In contrast to these slow-motion, eery numbers, TANGO offers us the daring-do of a circus performance. As a small orchestra - accordion and violin-provides the accompaniment, two couples execute an amazing feat. They tango, upside down, on the bottom side of one of the catwalks. It is mesmerizing. Much like with the acrobats in a circus, we hold our breaths, sure they will fall any minute. Instead they continue, unaware, it seems, of the danger below. They are in sync; the music carries them along. Then, suddenly, abruptly, the spell is broken. One of them, a jealous lover, turns and shoots the other.
UNIFORM takes place in a hotel room where a lonely woman has phone sex. She lies on the bed and listens to the twelve messages she has received from her ad in the personals. The messages are real messages Lepage and his team have collected from around the world and they are inspiring. Each caller promises to play his assigned role to the hilt, a man in a uniform who will take her to unknown sexual heights. She listens and becomes aroused. Suddenly, a figure falls from the ceiling and brings her to orgasm to the accompaniment of sirens going off and strobe lighting. This happens each time she hears a new message. The repetition of this action, the figure bouncing up and down on a bungy cord, make us laugh, of course, but is it the awkward laugh of recognition or the embarrassed laugh of witnessing the private fantasies of another person?

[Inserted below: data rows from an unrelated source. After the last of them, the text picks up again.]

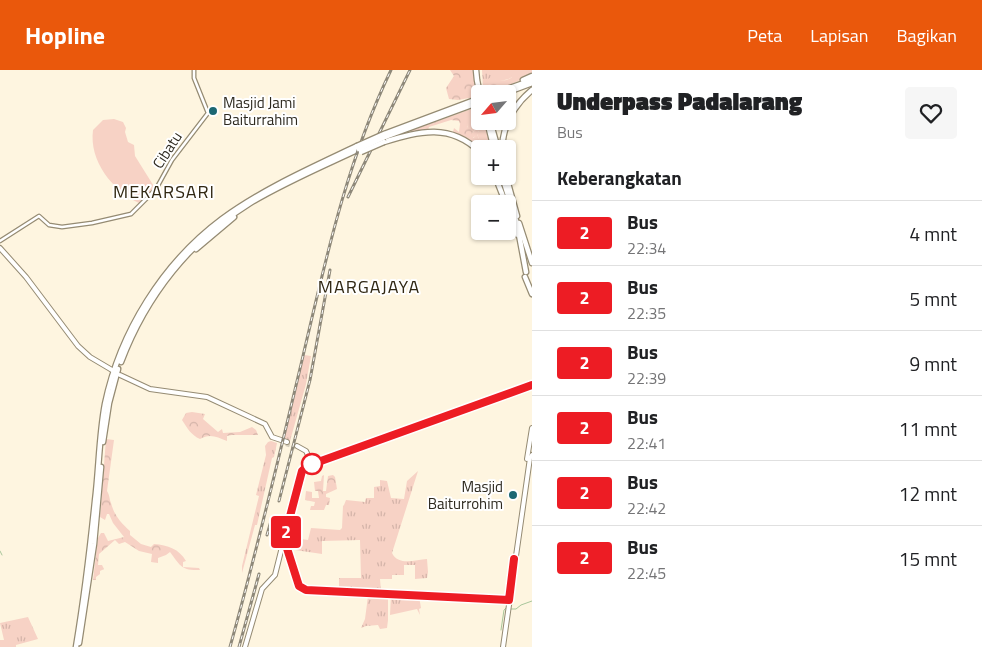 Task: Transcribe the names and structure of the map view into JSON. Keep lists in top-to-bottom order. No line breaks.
{"streets":{"street":["Cibatu"]},"districts":["MEKARSARI","MARGAJAYA"],"places":["Masjid Jami Baiturrahim","Masjid Baiturrohim"],"lines":["bus line 2"],"north":"bottom left","page":{"header":"Hopline","nav":["Peta","Lapisan","Bagikan"],"on_map":"2","heading":[["Underpass Padalarang","Bus"],"Keberangkatan"],"map_buttons":["+","−"],"list":[{"mark":"2","name":"Bus","note":"22:34","value":"4 mnt"},{"mark":"2","name":"Bus","note":"22:35","value":"5 mnt"},{"mark":"2","name":"Bus","note":"22:39","value":"9 mnt"},{"mark":"2","name":"Bus","note":"22:41","value":"11 mnt"},{"mark":"2","name":"Bus","note":"22:42","value":"12 mnt"},{"mark":"2","name":"Bus","note":"22:45","value":"15 mnt"}]}} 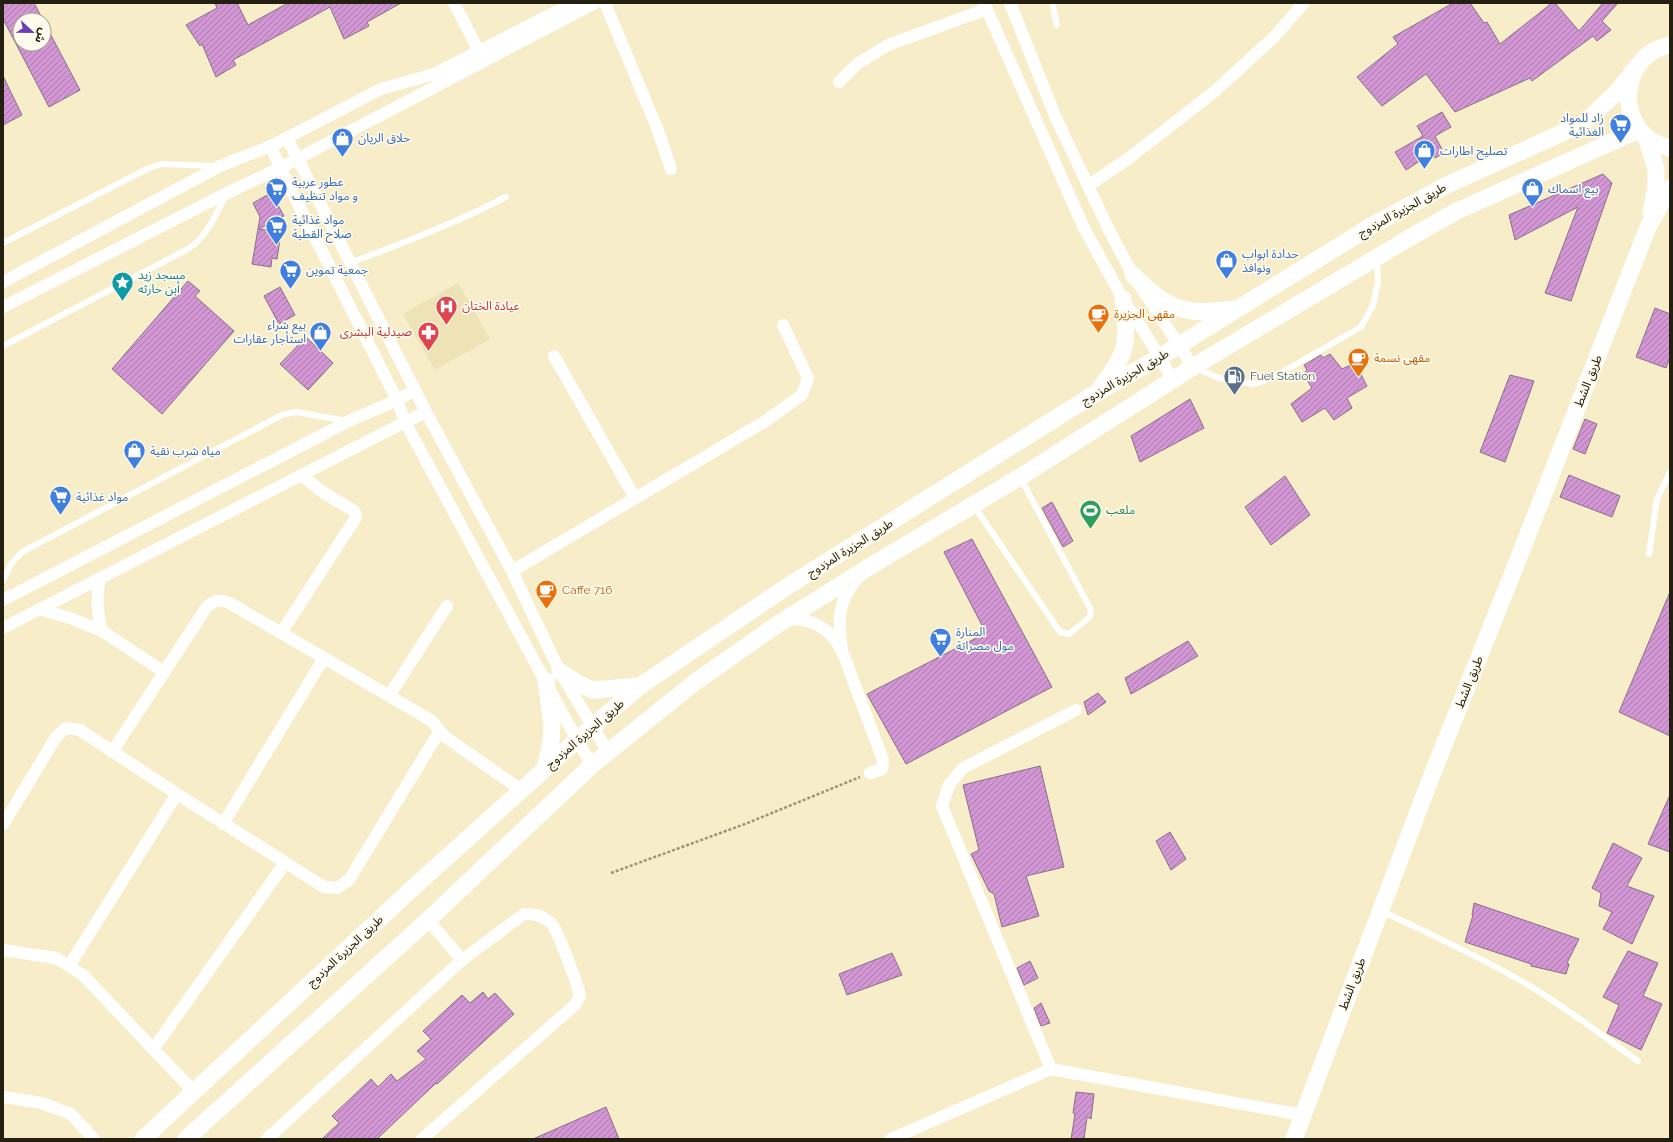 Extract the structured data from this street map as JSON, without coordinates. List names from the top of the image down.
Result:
{
  "streets": {
    "main road": ["طريق الجزيرة المزدوج", "طريق الشط"]
  },
  "places": {
    "supermarket": [
      "زاد للمواد الغذائية",
      "عطور عربية و مواد تنظيف",
      "مواد غذائية صلاح القطية",
      "جمعية تموين",
      "مواد غذائية",
      "المنارة مول مصراتة"
    ],
    "shop": [
      "حلاق الريان",
      "تصليح اطارات",
      "بيع اسماك",
      "حدادة ابواب ونوافذ",
      "بيع شراء استأجار عقارات",
      "مياه شرب نقية"
    ],
    "place": ["مسجد زيد أبن حارثه"],
    "hospital": ["عيادة الختان"],
    "cafe": ["مقهى الجزيرة", "مقهى نسمة", "Caffe 716"],
    "pharmacy": ["صيدلية البشرى"],
    "fuel station": ["Fuel Station"],
    "sports": ["ملعب"]
  },
  "north": "right"
} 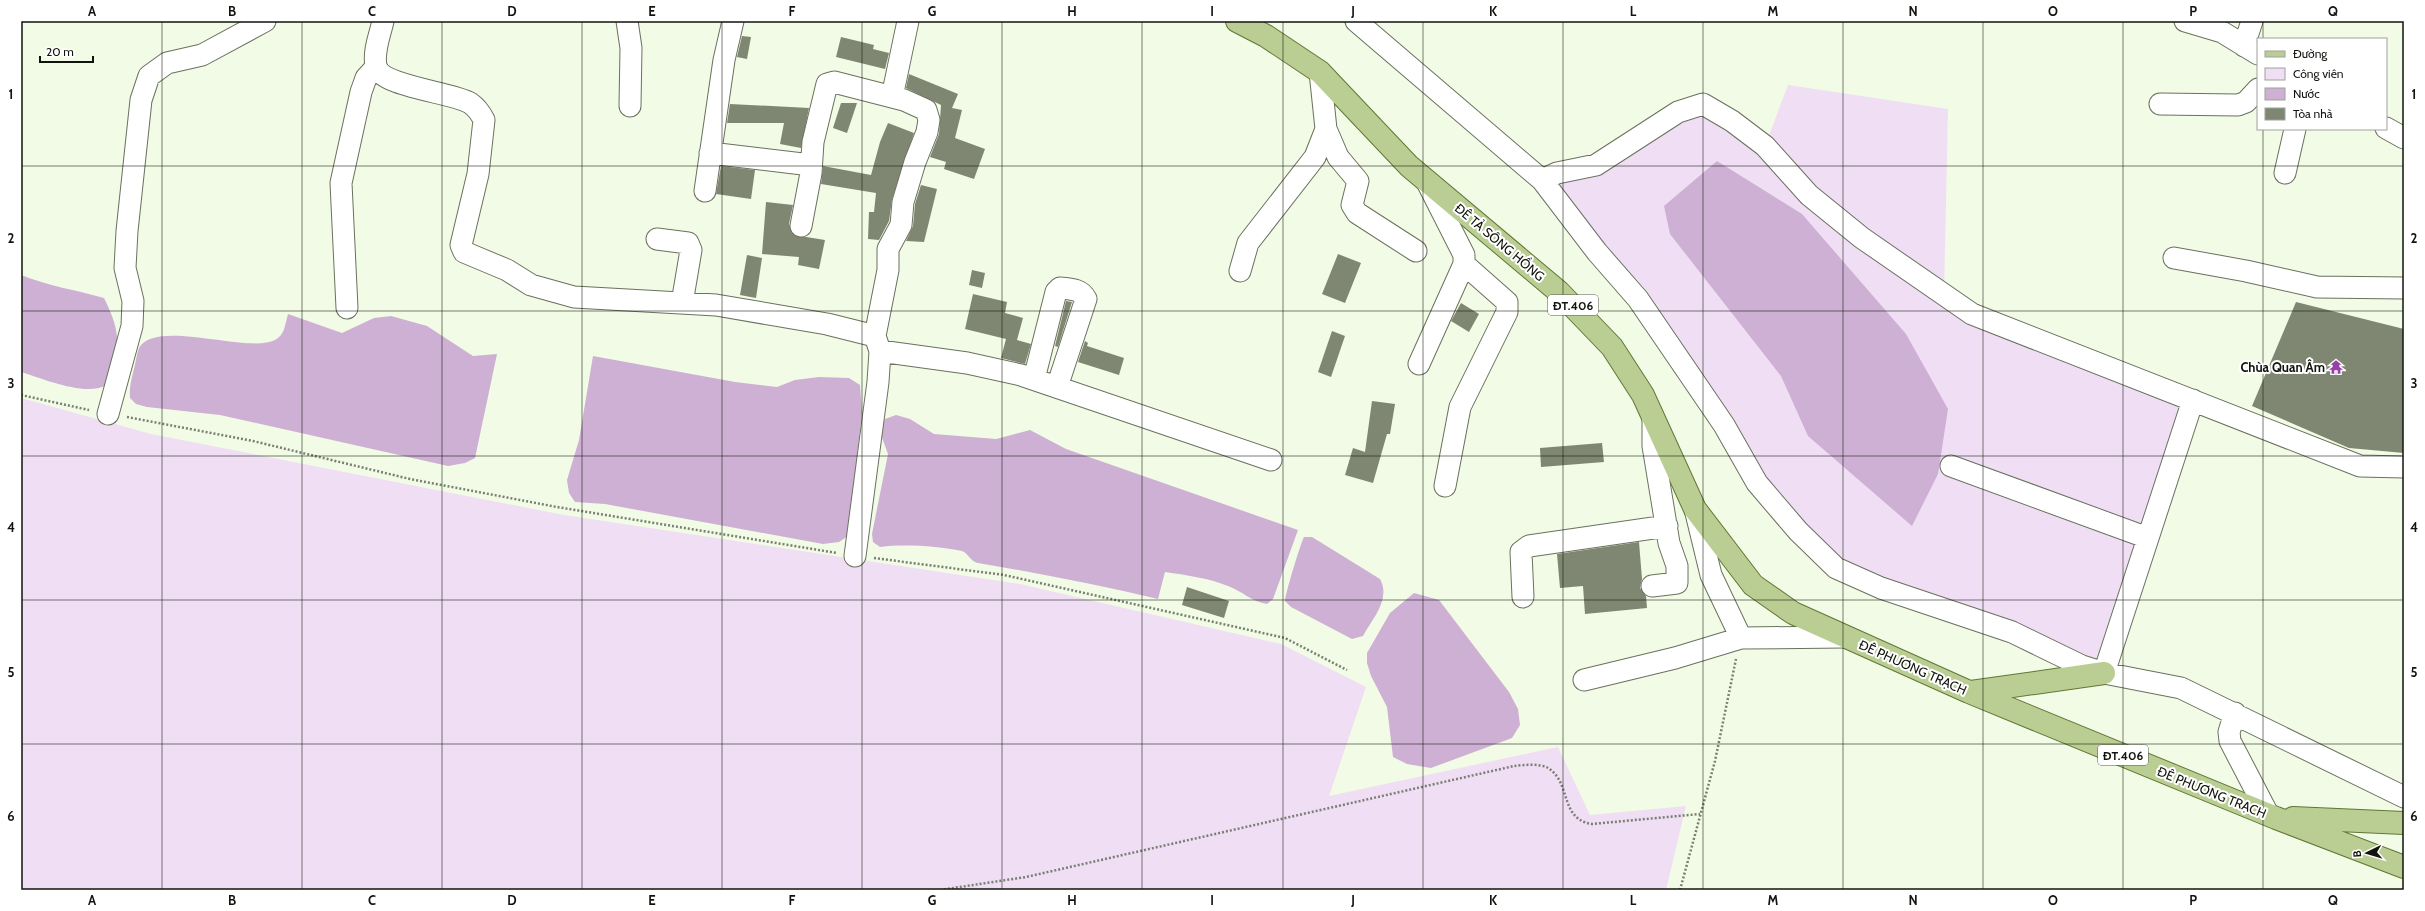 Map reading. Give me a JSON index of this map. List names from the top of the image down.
{
  "streets": {
    "main road": ["ĐÊ TẢ SÔNG HỒNG", "ĐT.406", "ĐÊ PHƯƠNG TRẠCH"]
  },
  "crossings": [
    ["ĐÊ TẢ SÔNG HỒNG", "ĐÊ PHƯƠNG TRẠCH"]
  ],
  "places": {
    "temple": ["Chùa Quan Âm"]
  },
  "legend": [
    "Đường",
    "Công viên",
    "Nước",
    "Tòa nhà"
  ],
  "scale_bar": "20 m",
  "north": "left",
  "grid": {
    "columns": [
      "A",
      "B",
      "C",
      "D",
      "E",
      "F",
      "G",
      "H",
      "I",
      "J",
      "K",
      "L",
      "M",
      "N",
      "O",
      "P",
      "Q"
    ],
    "rows": [
      "1",
      "2",
      "3",
      "4",
      "5",
      "6"
    ]
  }
} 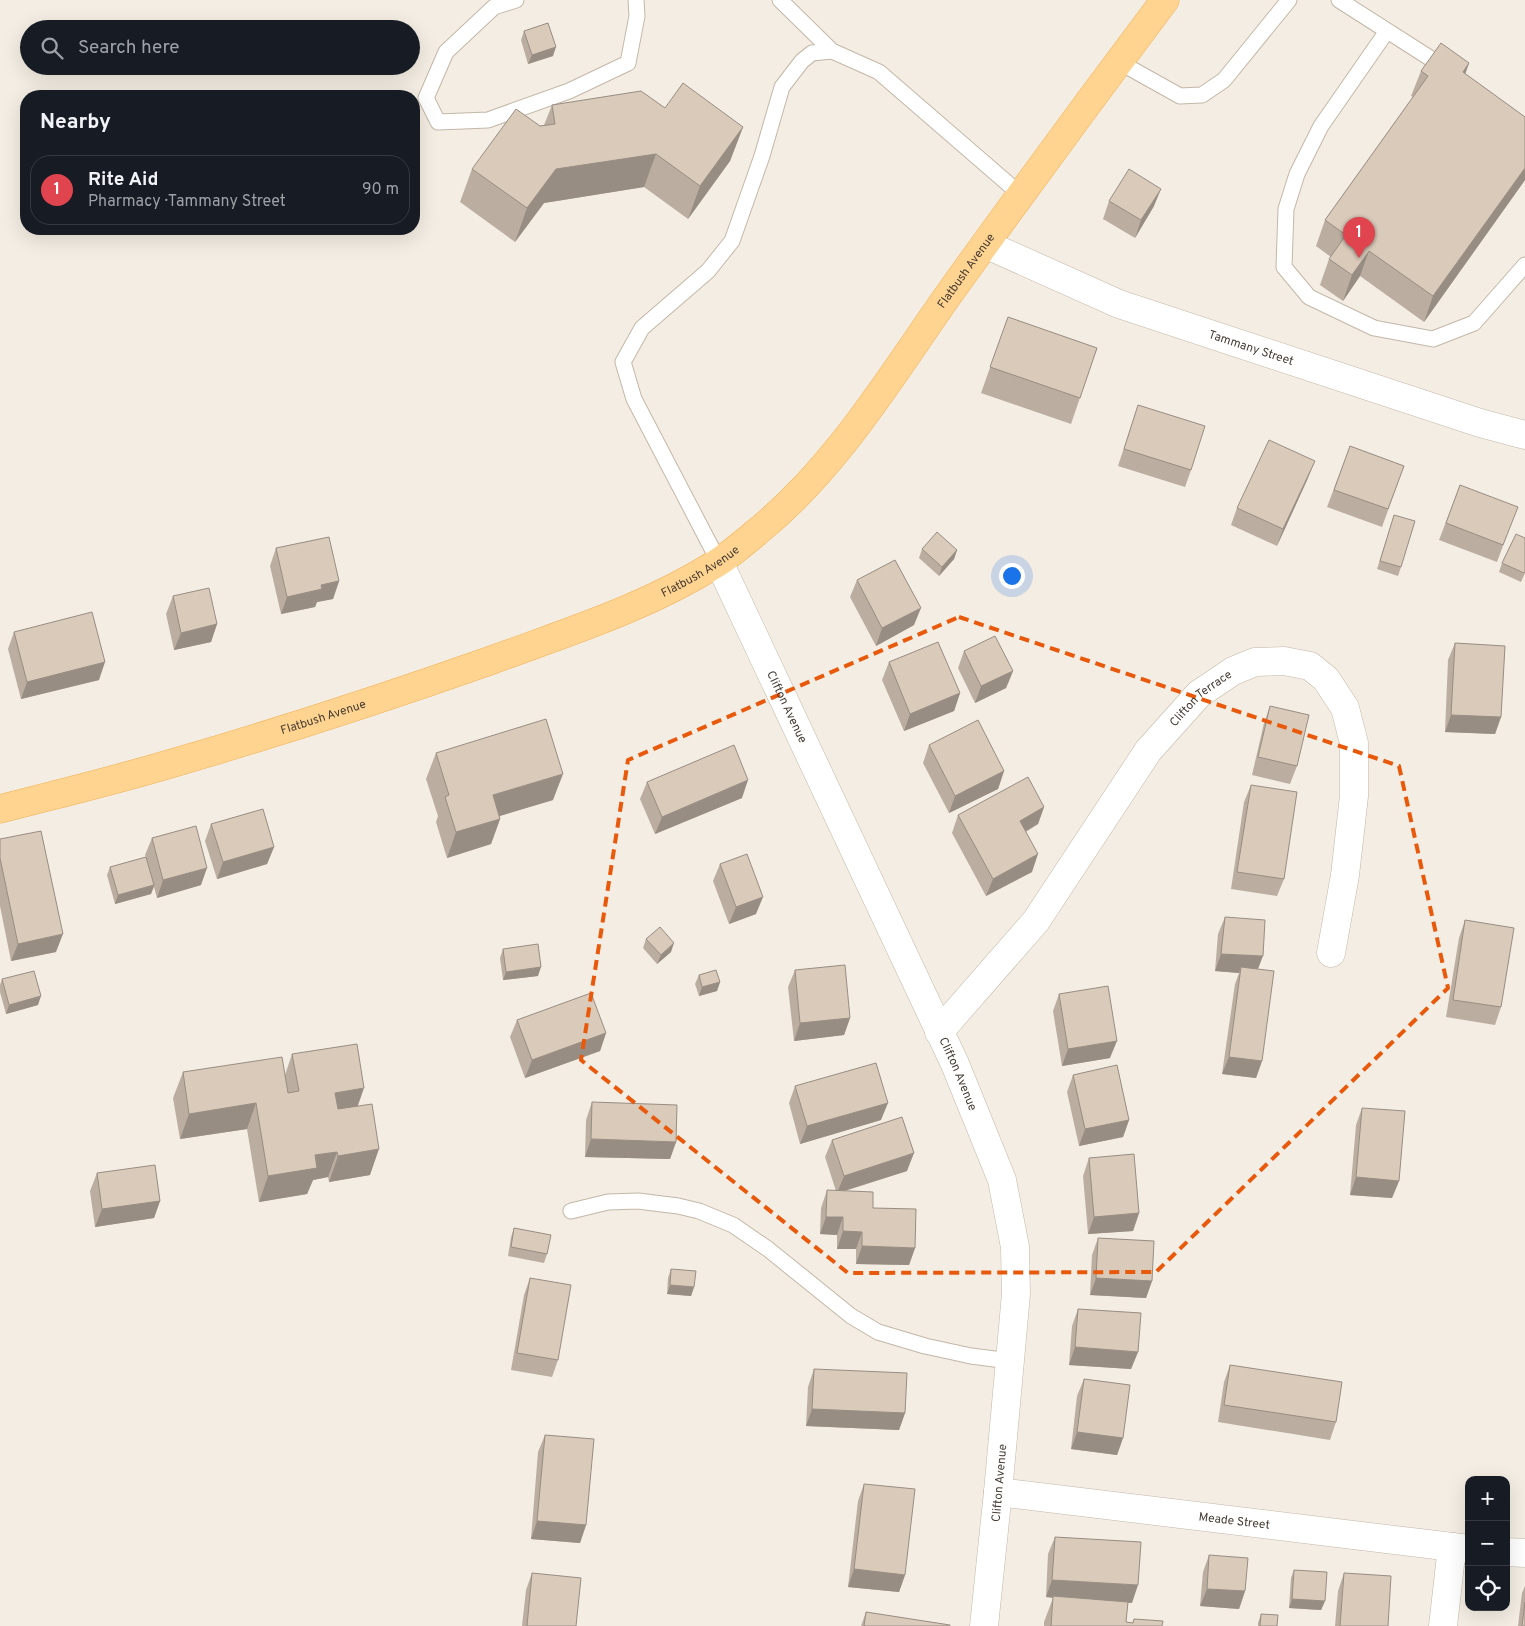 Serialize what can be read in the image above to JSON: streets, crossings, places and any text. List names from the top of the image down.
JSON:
{
  "streets": {
    "main road": ["Flatbush Avenue"],
    "street": [
      "Tammany Street",
      "Clifton Terrace",
      "Clifton Avenue",
      "Meade Street"
    ]
  },
  "crossings": [
    ["Flatbush Avenue", "Tammany Street"],
    ["Flatbush Avenue", "Clifton Avenue"],
    ["Clifton Terrace", "Clifton Avenue"],
    ["Clifton Avenue", "Meade Street"]
  ],
  "page": {
    "search": "Search here",
    "heading": "Nearby",
    "list": [
      {
        "mark": "1",
        "name": "Rite Aid",
        "note": "Pharmacy · Tammany Street",
        "value": "90 m"
      }
    ],
    "pins": "1",
    "map_buttons": ["+", "−"]
  }
} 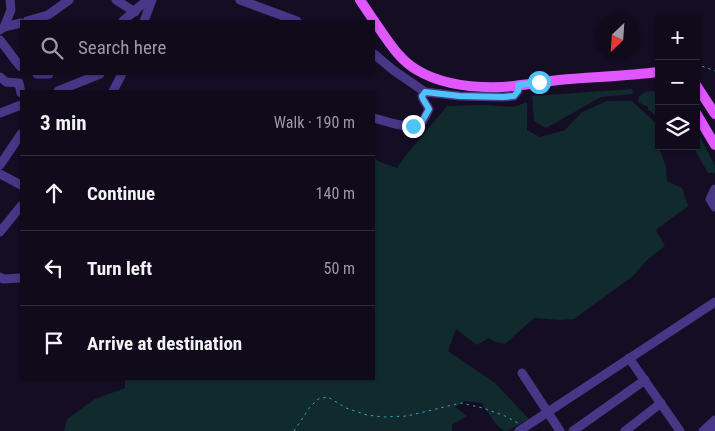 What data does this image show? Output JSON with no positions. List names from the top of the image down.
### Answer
{
  "north": "bottom left",
  "page": {
    "map_buttons": ["+", "−"],
    "search": "Search here",
    "heading": ["3 min", "Walk · 190 m"],
    "list": [
      ["Continue", "140 m"],
      ["Turn left", "50 m"],
      "Arrive at destination"
    ]
  }
}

Matching this scene from a male perspective is ROMEO, another fantasia in a hotel room. Here, the contortionist, Jinny Jessica Jacinto, in black bra and lace panties, becomes the man's unattainable object of his desire. All he can do is lie on his bed watching her perform incredible gymnastic feats on the back of a chair. Voyeurs all, we are as enthralled as he is with the contorted postures this master performer is able to accomplish.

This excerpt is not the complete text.